Pregunta

http://docs.mongodb.org/manual/tutorial/deploy-geographically-distributed-replica-set/

I'm particularly curious as to why they generally want replicas in the non-primary data centre to be priority 0 for elections? If one data centre goes down, I want to be able to failover to (one of) the replica(s) in another data centre. The documentation seems to insist that secondary replicas in a different data centre from the primary should be priority 0, and thusn ineligible for primary status in case of a failure of the "main" data centre. Is this something I can disregard for my needs?

¿Fue útil?

Solución

I think you are missing the point here. If you keep the standard configuration with a majority in the primary data center you wont be able to elect new primary if this data center is down even if you set priority to 1.

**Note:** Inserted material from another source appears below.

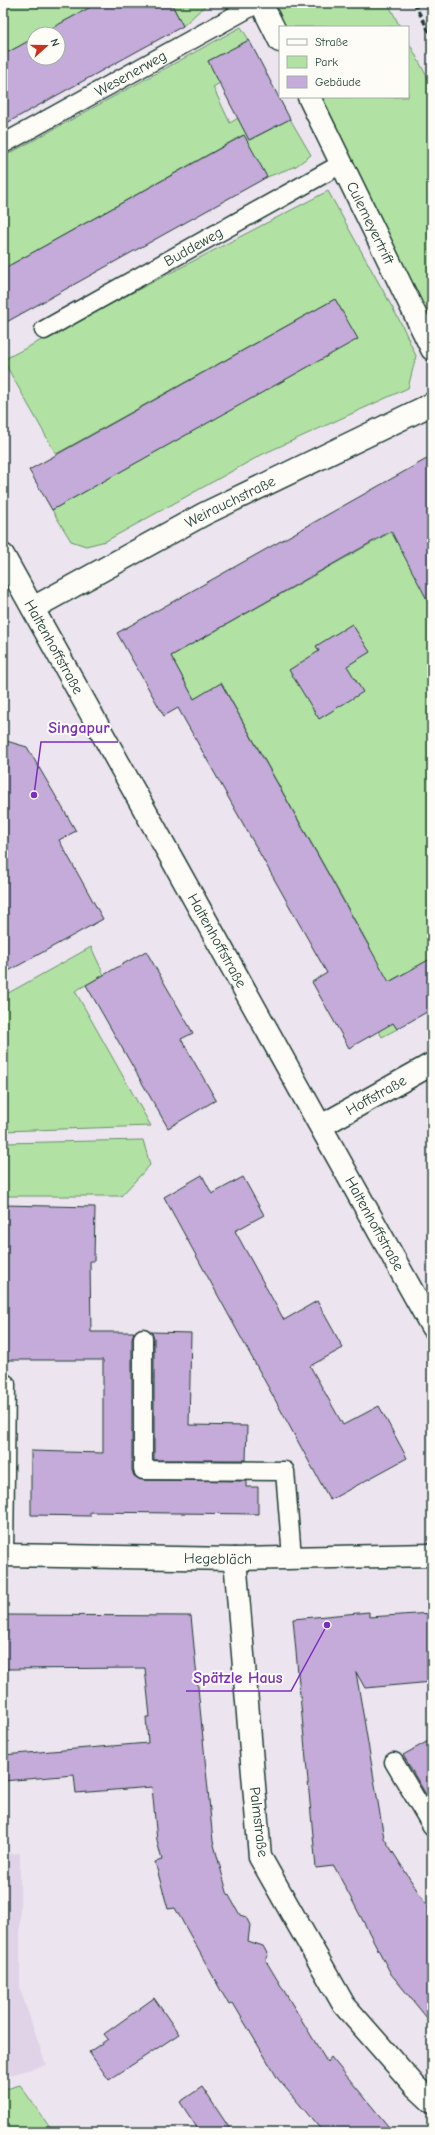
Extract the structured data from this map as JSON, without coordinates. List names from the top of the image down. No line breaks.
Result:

Lets assume you have configuration like this:

  • location A: 2 members with priority 1, arbiter
  • location B: 1 member with priority 0
  • location C: 1 member with priority 0

Scenarios:

  1. Location A down.
    • even if you set priority to 1 for members in data center B and C you won't you wont have majority to elect new primary
  2. Location B or C are down
    • rs works as expected
  3. Network partition between {A} and {B, C}
    • rs works as expected
  4. Non arbiter in data center A is down
    • rs works as expected as long we can communicate with B or C
  5. Arbiter and another server from data center is down
    • rs works as expected as long we can communicate with B and C
  6. Two non-arbiter members in data center are down, arbiter is up, we can communicate with B and C
    • This is the only problematic case. We have three voting members up but none can become primary

You check that it work similarly for larger clusters.